Recycling von Zellbestandteilen
Der Nobelpreis für Physiologie oder Medizin 2016 wurde an den japanischen Wissenschaftler Yoshinori Ohsumi für seine Entdeckung der ATG-Gene verliehen, die die Autophagie steuern . Ein Mechanismus, der das Recycling von Zellbestandteilen reguliert und an dessen Veränderung bekanntermaßen zahlreiche beteiligt sind Krankheiten wie Krebs und bestimmte neurodegenerative und Stoffwechselerkrankungen.
soziale Epigenetik
Moshe Szyf (*1955 in London) ist einer der Pioniere auf dem Gebiet der Epigenetik. Seine Forschung konzentriert sich auf das Verständnis der breiten Implikationen epigenetischer Mechanismen für menschliches Verhalten, Gesundheit und Krankheit. So hat Szyfs Labor schon vor drei Jahrzehnten vorgeschlagen, dass die DNA-Methylierung ein vorrangiges therapeutisches Ziel bei Krebs und anderen Krankheiten ist, und die ersten Beweise dafür postuliert und geliefert, dass das „soziale Umfeld“ die DNA-Methylierung verändern kann, was infolge das aufstrebende Feld der „sozialen Epigenetik“ hervorbrachte.
Telemere und Telemerase
Elizabeth Helen „Liz“ Blackburn (* 26. November 1948 in Hobart, Tasmanien) (University of California, San Francisco ist eine australisch–US-amerikanische Molekularbiologin, ), laut Times eine der 100 einflussreichsten Personen der Welt, fand heraus, dass die Enden der Chromosomen aus sich mehrfach wiederholenden DNA-Sequenzen von unterschiedlicher Länge bestehen. Diese Endstücke werden Telemere genannt.

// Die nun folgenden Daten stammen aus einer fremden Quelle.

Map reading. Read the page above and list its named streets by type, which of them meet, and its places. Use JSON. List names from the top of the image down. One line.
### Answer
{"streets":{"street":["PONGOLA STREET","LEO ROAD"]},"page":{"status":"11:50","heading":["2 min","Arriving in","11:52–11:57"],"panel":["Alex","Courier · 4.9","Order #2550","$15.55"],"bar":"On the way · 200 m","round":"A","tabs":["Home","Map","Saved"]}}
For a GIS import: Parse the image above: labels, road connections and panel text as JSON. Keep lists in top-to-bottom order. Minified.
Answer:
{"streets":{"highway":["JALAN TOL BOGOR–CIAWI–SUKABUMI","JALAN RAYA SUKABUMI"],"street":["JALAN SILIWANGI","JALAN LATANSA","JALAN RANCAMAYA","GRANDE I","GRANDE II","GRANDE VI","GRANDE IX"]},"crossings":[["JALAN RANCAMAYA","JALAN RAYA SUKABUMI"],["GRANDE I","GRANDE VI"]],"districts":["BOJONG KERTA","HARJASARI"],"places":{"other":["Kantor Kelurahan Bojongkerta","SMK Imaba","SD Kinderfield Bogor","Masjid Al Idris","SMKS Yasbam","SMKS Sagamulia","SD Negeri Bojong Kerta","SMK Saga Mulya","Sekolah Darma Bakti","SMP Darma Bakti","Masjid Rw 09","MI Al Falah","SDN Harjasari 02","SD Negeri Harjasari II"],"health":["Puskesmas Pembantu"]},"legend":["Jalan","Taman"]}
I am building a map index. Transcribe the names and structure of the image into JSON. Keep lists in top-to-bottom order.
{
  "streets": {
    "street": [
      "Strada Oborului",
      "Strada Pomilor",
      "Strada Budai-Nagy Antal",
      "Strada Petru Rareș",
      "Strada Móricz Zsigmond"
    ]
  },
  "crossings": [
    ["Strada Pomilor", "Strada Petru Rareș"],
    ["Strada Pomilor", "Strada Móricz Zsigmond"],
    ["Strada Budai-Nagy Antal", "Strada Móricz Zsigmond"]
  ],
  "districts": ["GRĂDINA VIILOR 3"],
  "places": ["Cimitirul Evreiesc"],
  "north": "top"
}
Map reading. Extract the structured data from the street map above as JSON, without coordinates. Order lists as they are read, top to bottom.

Carolyn Widney “ Carol “ Greider (* 15. April 1961 in London ) Dr. Greider entdeckte das Enzym Telomerase 1984 als Doktorandin von Elizabeth Blackburn an der University of California in Berkeley .
Jack William Szostak (* 9. November 1952 in London) (Massachusetts General Hospital in Bosten) ist ein kanadisch–US-amerikanischer Molekularbiologe britisch–polnischer Abstammung, der durch seine Arbeiten über das Enzym Telomerase bekannt wurde.
Ihm wurde zusammen mit Elizabeth Blackburn und Carol W. Greider der Nobelpreis für Physiologie oder Medizin für 2009 zugesprochen.